L’Aiuto svizzero ai rifugiati ha fornito rappresentanti legali per quattro delle sei regioni d’asilo. “Lì fin dall’avvio della nuova procedura, un ricorso su tre presentato da un richiedente asilo ha avuto successo – ossia è stato approvato completamente o in parte oppure il dossier è stato respinto al Sem”, rileva Behrens. È molto di più rispetto a quanto constatato durante la fase pilota: qui, in un anno e mezzo, solo un reclamo su sette/otto era andato a buon fine. “Ciò dimostra chiaramente che ci sono problemi di qualità”, prosegue Behrens. La percentuale di rifiuto, ossia il tasso di ricorsi, per i quali la Sem deve tornare a fare i compiti, è stato nei primi sei mesi della nuova procedura del 16,8% (vecchia procedura: 4,8%).
L’Osar è persuasa: per garantire procedure rapide ed eque, nonché decisioni di qualità, servono correttivi: più tempo a disposizione nelle varie fasi della procedura, in particolare in quelle iniziali; i casi complessi, inoltre, devono essere trattati nel quadro di procedure ampliate: i termini nelle procedure accelerate andrebbero gestiti in modo più flessibile, e quelli di ricorso essere più generosi; da migliorare, infine, la collaborazione tra funzionari Sem e rappresentanti legali.

Consulenza giuridica sin dal primo giorno, tassello fondamentale

La scommessa era questa: avere procedure d’asilo celeri e al contempo eque. Velocità ed equità, come elementi indissociabili, che si rafforzano a vicenda. Quindi: non solo evitare che la prima (grazie tra l’altro alla concentrazione della maggior parte delle procedure in sei centri federali e a una drastica riduzione dei termini delle procedure e di ricorso) vada a scapito della seconda (l’effettiva possibilità di difendere i diritti dei richiedenti asilo); ma fare in modo anche che quest’ultima, a sua volta, contribuisca a velocizzare le procedure.
Poggia su questo presupposto di fondo la maxi-riforma del sistema dell’asilo accolta in votazione popolare nel 2016. In vigore dal marzo del 2019, questa adesso è finita nel mirino dell’Aiuto svizzero ai rifugiati (Osar, cfr. sopra).

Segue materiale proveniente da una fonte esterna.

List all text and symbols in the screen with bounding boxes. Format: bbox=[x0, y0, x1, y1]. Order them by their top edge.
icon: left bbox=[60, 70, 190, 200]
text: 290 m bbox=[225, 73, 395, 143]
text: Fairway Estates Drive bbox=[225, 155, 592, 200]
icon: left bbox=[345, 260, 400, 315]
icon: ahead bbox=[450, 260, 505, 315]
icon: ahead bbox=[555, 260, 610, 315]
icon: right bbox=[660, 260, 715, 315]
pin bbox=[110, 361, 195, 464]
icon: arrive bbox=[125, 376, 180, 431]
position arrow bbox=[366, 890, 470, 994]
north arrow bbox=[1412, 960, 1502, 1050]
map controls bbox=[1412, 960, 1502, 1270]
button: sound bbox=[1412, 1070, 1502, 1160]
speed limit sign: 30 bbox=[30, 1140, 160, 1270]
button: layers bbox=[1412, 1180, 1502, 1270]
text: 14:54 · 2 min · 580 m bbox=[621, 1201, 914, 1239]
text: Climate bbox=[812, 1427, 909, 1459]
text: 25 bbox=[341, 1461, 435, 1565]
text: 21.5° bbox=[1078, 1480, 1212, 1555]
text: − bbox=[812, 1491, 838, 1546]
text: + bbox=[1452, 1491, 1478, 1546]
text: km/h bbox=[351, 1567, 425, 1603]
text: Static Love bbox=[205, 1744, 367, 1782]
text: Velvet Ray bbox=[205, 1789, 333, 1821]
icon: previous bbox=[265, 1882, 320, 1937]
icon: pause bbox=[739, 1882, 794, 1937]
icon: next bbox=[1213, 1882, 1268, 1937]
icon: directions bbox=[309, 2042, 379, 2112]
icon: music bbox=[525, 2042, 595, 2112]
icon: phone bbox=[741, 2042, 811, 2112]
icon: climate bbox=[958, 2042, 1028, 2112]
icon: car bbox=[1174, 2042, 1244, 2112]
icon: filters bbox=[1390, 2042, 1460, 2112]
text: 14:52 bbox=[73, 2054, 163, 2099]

Non perché il presupposto non valga più. No: il problema – sostiene l’Osar – sta nella prassi seguita nei centri federali d’asilo, che a suo dire contraddice l’intento originario. 
Eccolo, l’intento originario: grazie alla consulenza giuridica gratuita e al gratuito patrocinio offerti sin dall’inizio e su tutto l’arco delle procedure celere e Dublino, le persone che depositano una domanda d’asilo sono “meglio informate in merito alla procedura d’asilo e alle loro opportunità; questo concorre ad accrescere l’accettazione in caso di decisione negativa e a ridurre la proporzione dei ricorsi, il che concorre a sua volta a velocizzare le procedure”, scriveva a suo tempo il Consiglio federale. 
Di questo era convinta anche buona parte delle organizzazioni del settore. «La presenza di un rappresentante legale sin dall’inizio permetterà di esaminare in modo approfondito anche i casi più complessi, ciò che oggi spesso non avviene», spiegava alla ‘Regione’ nel 2016 Denise Graf, coordinatrice asilo della sezione svizzera di Amnesty International.
Consulenza e rappresentanza legale gratuite sono a disposizione dei richiedenti sin dall’inizio della fase preparatoria, e poi durante le procedure celere e Dublino. Prima, invece, l’aiuto giuridico – garantito in genere gratuitamente da consultori indipendenti – entrava in gioco soltanto se e nel momento in cui il richiedente decideva di ricorrere contro una decisione negativa.